London, UK -- The explorers gazed in awe at the 1,000-year-old Buddhist parchments which appeared to have been written the day before.

They had broken into a Chinese cave to discover one of the finest collections of documents and paintings from the heyday of the Silk Road, a trading route which stretched across Central Asia, all perfectly preserved by the desert climate.

Now a Yorkshire company has is helping experts ensure that the parchments will survive for another 1,000 years. The conservationists are using paper dyes from Leeds-based chemicals company Clariant UK.

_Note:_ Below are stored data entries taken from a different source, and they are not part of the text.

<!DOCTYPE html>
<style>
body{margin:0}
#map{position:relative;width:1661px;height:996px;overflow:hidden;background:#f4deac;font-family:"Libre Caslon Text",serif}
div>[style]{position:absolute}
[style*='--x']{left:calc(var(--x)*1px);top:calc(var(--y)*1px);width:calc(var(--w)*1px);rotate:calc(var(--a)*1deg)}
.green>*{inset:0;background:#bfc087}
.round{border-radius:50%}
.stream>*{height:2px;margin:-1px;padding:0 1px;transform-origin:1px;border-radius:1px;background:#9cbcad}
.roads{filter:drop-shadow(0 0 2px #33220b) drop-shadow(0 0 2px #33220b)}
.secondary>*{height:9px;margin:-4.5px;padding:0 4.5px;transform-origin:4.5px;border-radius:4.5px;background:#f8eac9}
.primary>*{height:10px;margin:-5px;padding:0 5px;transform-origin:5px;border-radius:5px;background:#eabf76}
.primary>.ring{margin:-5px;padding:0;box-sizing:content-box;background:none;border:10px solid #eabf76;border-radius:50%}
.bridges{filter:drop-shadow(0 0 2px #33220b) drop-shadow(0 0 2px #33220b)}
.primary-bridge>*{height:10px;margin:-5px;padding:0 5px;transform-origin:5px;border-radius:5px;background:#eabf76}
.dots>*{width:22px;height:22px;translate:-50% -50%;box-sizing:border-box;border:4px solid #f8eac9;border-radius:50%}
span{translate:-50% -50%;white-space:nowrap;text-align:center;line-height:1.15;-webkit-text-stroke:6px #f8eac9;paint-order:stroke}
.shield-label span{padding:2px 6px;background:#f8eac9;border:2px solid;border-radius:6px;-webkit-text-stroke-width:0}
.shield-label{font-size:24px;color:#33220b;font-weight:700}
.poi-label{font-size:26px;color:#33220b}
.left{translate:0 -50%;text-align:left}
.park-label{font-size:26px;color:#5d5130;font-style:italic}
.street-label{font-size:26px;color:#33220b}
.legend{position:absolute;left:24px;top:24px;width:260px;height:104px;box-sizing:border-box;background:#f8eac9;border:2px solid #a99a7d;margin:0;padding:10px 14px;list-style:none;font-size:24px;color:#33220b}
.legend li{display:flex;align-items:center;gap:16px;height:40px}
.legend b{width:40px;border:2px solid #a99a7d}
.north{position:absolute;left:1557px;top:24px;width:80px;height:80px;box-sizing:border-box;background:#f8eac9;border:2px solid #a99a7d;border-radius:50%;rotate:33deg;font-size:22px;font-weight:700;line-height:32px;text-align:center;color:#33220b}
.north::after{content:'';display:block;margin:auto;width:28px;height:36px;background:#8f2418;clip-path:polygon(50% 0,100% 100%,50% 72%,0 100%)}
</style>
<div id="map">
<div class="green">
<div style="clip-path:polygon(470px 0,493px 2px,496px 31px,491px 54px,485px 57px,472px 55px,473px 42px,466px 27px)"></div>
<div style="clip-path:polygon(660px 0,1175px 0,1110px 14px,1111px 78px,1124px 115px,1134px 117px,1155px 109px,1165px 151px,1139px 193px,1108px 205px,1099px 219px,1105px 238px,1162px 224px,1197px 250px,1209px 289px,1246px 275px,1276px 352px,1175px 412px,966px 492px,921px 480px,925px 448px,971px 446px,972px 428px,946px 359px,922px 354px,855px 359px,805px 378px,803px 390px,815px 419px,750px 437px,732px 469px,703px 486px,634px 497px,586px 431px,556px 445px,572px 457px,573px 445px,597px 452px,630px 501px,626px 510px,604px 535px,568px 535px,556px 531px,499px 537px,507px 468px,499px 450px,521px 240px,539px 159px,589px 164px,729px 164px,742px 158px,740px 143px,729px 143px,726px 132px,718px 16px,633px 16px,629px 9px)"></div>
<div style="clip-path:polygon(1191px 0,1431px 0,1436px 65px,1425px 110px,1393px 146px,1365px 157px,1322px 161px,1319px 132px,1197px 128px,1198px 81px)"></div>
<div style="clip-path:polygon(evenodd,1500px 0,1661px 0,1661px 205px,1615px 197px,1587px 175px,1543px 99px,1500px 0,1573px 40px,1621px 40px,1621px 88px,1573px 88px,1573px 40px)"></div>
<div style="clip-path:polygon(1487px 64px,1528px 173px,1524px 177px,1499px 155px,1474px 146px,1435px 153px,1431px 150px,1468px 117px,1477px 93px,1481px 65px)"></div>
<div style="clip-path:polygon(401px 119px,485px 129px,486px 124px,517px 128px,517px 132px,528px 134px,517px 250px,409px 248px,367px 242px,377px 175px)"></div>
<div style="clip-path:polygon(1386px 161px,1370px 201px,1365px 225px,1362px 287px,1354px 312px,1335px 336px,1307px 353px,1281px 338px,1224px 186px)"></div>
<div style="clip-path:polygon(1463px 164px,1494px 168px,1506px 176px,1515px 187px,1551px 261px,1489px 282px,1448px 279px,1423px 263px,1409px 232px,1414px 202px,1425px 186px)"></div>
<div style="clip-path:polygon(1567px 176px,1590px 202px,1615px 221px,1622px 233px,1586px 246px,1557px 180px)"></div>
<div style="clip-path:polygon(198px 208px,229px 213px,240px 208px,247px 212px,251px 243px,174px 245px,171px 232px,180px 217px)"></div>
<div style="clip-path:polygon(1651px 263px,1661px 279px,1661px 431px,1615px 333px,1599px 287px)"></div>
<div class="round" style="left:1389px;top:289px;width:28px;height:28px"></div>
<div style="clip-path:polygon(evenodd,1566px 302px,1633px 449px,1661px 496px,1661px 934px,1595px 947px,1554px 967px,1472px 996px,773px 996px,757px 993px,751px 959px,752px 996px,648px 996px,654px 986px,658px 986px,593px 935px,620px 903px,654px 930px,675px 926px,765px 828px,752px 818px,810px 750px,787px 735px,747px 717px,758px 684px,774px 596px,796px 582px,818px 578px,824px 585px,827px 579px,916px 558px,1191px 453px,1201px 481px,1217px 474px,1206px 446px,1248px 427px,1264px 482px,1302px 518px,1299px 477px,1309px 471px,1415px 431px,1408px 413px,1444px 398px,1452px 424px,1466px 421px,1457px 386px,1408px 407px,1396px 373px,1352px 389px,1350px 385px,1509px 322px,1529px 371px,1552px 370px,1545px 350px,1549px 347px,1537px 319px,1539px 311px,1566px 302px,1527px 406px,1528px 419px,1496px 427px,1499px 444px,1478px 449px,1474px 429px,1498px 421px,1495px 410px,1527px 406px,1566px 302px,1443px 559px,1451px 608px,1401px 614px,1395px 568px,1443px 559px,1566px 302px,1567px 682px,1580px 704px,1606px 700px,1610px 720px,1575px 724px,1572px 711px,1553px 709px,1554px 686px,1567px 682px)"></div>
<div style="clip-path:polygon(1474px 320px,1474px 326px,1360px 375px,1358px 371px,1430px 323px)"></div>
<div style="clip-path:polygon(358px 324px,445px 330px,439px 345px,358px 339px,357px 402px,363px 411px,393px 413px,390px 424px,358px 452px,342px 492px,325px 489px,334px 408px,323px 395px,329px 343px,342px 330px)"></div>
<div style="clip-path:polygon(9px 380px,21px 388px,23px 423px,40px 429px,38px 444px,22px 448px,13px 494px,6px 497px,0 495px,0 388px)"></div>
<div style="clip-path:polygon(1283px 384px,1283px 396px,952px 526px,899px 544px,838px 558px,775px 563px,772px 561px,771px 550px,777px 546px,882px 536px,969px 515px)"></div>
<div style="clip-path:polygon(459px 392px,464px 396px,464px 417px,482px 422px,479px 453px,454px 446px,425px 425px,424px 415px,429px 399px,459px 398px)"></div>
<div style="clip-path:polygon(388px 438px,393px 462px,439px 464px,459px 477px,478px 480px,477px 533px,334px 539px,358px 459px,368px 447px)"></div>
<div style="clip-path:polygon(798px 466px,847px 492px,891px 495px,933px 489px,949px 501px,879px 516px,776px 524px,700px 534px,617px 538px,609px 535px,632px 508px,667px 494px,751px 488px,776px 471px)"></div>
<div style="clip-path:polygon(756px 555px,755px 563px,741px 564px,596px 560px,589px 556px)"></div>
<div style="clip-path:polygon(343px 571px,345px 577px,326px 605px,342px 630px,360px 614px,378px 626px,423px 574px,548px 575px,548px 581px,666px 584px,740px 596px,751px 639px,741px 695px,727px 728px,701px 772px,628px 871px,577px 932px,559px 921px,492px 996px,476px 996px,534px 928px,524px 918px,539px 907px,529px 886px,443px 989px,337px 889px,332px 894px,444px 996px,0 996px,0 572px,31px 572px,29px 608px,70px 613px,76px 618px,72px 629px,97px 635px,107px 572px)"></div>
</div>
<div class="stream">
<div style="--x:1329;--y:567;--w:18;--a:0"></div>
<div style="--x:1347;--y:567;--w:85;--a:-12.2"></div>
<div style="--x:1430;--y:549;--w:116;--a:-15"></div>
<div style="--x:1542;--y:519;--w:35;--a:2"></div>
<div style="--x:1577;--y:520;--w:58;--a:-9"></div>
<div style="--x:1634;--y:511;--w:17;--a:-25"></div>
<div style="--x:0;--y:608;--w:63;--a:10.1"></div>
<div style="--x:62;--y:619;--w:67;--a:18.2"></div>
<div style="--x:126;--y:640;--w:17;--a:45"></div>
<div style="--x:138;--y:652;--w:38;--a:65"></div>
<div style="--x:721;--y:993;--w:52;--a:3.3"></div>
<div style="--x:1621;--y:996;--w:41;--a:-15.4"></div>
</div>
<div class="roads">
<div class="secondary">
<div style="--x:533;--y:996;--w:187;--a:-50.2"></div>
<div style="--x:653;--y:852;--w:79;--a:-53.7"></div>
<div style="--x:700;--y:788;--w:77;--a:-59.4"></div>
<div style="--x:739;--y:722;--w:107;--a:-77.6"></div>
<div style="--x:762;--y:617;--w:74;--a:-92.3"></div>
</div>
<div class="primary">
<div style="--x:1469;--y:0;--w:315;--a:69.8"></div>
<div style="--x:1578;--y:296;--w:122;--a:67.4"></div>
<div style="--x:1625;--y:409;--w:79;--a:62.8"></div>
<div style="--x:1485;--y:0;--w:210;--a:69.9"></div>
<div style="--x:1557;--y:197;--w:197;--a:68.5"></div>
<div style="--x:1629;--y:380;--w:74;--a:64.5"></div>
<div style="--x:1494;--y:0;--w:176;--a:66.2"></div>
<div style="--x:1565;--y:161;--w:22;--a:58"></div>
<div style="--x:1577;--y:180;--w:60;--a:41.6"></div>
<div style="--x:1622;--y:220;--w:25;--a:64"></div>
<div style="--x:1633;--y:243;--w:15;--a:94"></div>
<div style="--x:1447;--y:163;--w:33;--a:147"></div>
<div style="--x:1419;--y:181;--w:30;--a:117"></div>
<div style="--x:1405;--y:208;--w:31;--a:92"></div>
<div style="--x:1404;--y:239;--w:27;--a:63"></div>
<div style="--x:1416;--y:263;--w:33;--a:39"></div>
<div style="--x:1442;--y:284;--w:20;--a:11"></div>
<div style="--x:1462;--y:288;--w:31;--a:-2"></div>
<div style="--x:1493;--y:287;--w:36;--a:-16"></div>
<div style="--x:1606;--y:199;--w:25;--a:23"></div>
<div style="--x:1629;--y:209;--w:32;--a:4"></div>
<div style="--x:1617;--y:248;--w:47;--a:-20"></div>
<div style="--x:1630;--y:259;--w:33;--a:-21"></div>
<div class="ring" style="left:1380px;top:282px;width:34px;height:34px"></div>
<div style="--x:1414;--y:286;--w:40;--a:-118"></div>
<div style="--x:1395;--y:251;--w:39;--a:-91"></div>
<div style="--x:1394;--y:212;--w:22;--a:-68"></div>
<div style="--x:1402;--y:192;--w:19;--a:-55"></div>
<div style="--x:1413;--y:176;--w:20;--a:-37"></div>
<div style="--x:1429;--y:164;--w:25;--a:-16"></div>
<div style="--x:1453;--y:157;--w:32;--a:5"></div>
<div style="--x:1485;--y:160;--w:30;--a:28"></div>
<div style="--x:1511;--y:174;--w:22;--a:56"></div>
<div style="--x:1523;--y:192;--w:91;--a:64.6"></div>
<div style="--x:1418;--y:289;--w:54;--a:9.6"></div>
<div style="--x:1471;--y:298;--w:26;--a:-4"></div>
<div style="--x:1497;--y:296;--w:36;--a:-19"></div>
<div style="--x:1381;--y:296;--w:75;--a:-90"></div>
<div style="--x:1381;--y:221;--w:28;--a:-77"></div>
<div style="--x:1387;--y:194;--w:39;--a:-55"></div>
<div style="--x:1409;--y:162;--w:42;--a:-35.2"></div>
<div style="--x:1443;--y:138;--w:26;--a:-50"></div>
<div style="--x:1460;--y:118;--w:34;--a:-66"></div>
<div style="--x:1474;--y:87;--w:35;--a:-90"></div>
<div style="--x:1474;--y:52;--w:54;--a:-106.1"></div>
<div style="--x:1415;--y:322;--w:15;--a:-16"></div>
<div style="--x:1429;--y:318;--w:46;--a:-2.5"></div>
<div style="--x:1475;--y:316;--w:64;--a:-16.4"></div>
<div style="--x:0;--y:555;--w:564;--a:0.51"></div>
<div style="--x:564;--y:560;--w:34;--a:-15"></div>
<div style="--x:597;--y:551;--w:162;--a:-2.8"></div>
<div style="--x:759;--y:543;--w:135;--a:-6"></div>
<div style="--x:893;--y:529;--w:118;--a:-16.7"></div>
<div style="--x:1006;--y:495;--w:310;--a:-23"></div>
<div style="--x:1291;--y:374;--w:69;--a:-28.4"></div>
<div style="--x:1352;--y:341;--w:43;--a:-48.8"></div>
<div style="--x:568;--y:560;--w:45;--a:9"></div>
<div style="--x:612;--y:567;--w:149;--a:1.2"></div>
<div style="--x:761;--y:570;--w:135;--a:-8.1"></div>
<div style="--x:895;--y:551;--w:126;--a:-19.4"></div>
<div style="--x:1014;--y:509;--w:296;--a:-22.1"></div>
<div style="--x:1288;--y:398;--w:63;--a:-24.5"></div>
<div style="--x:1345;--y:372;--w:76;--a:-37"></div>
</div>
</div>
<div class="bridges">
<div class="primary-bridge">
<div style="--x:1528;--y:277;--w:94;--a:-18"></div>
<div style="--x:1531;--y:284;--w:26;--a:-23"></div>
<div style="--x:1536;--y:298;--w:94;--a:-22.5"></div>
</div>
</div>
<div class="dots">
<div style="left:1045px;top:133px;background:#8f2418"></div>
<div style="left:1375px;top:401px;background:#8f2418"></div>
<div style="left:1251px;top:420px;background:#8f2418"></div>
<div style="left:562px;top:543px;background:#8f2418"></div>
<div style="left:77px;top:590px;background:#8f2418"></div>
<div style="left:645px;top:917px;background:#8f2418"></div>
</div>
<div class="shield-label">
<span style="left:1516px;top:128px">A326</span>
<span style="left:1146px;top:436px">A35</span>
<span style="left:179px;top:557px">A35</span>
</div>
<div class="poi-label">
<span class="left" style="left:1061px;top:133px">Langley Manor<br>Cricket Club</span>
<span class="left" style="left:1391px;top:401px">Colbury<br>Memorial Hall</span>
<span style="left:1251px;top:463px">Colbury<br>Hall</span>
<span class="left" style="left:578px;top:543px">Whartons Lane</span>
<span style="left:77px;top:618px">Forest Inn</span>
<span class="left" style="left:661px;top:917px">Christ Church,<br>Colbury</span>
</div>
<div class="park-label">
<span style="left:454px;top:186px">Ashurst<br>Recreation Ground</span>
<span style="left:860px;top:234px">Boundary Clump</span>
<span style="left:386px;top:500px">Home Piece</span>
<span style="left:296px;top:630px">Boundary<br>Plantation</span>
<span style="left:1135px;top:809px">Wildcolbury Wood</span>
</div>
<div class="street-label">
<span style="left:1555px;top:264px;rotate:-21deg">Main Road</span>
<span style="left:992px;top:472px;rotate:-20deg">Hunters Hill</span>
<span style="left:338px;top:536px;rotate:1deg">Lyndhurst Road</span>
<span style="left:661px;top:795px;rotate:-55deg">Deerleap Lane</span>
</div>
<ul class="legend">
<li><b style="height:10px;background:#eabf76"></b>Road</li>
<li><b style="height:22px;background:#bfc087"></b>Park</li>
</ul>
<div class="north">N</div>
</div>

The hand-written manuscripts, now housed at the British Library in London, were brought to the UK by Hungarian-born explorer and archaeologist Sir Marc Aurel Stein, after being discovered in a library cave in 1907 in north-west China.

They provide a glimpse of life in China at the turn of the first millennium.

For centuries, Buddhist monks and their followers made scores of cave temples out of the cliffs outside Dunhuang – an oasis town at the fork of the northern and southern trade routes of the Silk Road.

Mark Barnard, Chief Conservator at the British Library, said: "The manuscripts are in a relatively fragile state and one of our key tasks is to strengthen them and prevent deterioration.

"One way of doing this is to 'bond' any frayed edges with fresh paper so that they have clean and complete edges.

"This technique stops the paper from tearing and enables the manuscripts to be safely stored as scrolls, which conserves their original colour and calligraphic style, or brushmanship.

"Before bonding the manuscript edges with new paper, we want to ensure that the colour matches so as not to ruin their appearance. This is where Clariant dyes come in."
Clariant's cartasol dyes are used to dye Japanese tissue paper which is pasted on to the original manuscript.

The paper is dyed using a 'float dye' technique where the paper is floated on water mixed with the Clariant cartasol dyes.

Once dry, it is then water-cut, or torn, and the frayed edges of the paper are joined to the edges of the manuscript.

Mike Wylie, Product Manager for Paper Dyes at Clariant, said: "We are delighted our products are helping to play a part in the conservation of these historic manuscripts."

Clariant UK employs 350 staff in Leeds, and is part of the global Clariant Group which has 100 companies on five continents and employs 23,000 people. The headquarters are in Muttenz, near Basel, Switzerland.